→ **Work order**: Your task is to repeat all of the data exactly while excluding the pictures.

→ **Exercise materials**:
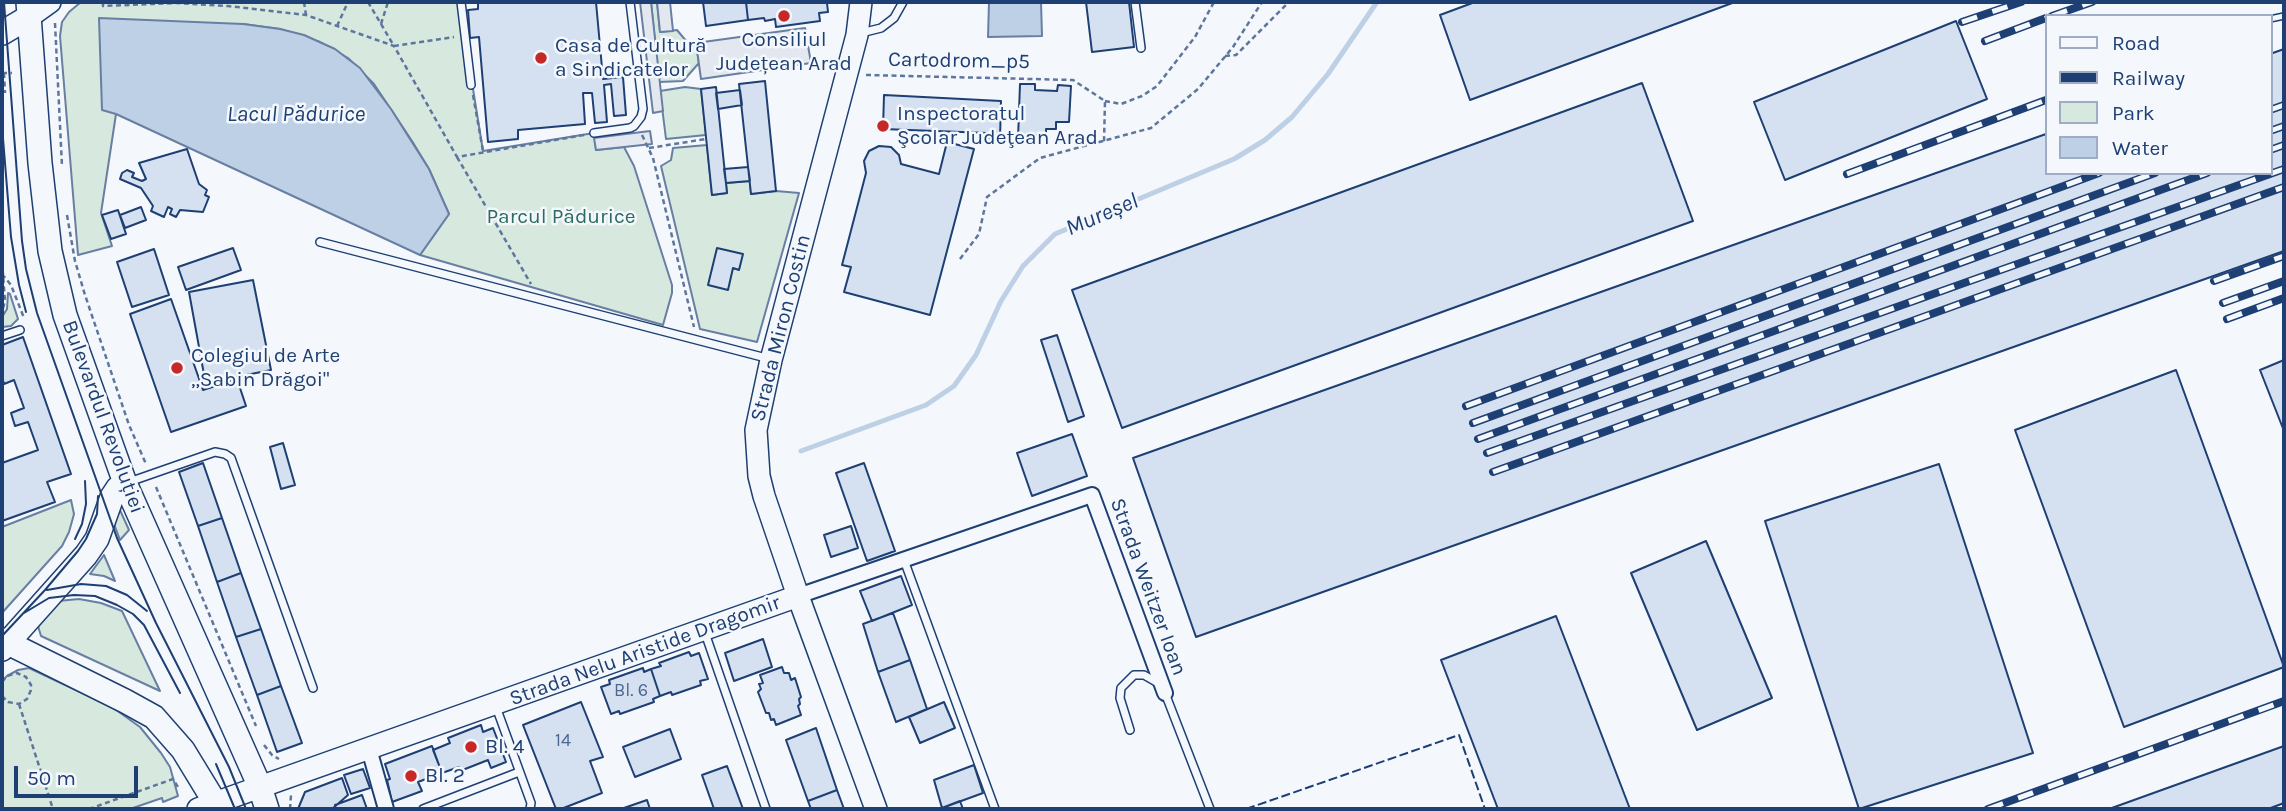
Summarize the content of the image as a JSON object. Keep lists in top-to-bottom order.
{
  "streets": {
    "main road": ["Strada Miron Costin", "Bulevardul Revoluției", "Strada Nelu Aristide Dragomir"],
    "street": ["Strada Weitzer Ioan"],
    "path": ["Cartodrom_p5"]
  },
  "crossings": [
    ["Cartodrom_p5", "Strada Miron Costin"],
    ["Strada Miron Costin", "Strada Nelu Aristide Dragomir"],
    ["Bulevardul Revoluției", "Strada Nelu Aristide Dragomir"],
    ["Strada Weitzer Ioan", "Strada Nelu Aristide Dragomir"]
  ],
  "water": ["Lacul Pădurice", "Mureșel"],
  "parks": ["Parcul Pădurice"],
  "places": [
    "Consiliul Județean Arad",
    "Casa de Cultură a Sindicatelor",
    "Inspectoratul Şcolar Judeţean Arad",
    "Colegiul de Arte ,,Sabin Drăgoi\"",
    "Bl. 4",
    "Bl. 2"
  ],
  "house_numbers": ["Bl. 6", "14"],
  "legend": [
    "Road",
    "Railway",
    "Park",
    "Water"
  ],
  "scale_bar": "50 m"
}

→ **Reply to the exercise**:
Summarize the content of the image as a JSON object. Keep lists in top-to-bottom order.
{
  "streets": {
    "main road": ["Strada Miron Costin", "Bulevardul Revoluției", "Strada Nelu Aristide Dragomir"],
    "street": ["Strada Weitzer Ioan"],
    "path": ["Cartodrom_p5"]
  },
  "crossings": [
    ["Cartodrom_p5", "Strada Miron Costin"],
    ["Strada Miron Costin", "Strada Nelu Aristide Dragomir"],
    ["Bulevardul Revoluției", "Strada Nelu Aristide Dragomir"],
    ["Strada Weitzer Ioan", "Strada Nelu Aristide Dragomir"]
  ],
  "water": ["Lacul Pădurice", "Mureșel"],
  "parks": ["Parcul Pădurice"],
  "places": [
    "Consiliul Județean Arad",
    "Casa de Cultură a Sindicatelor",
    "Inspectoratul Şcolar Judeţean Arad",
    "Colegiul de Arte ,,Sabin Drăgoi\"",
    "Bl. 4",
    "Bl. 2"
  ],
  "house_numbers": ["Bl. 6", "14"],
  "legend": [
    "Road",
    "Railway",
    "Park",
    "Water"
  ],
  "scale_bar": "50 m"
}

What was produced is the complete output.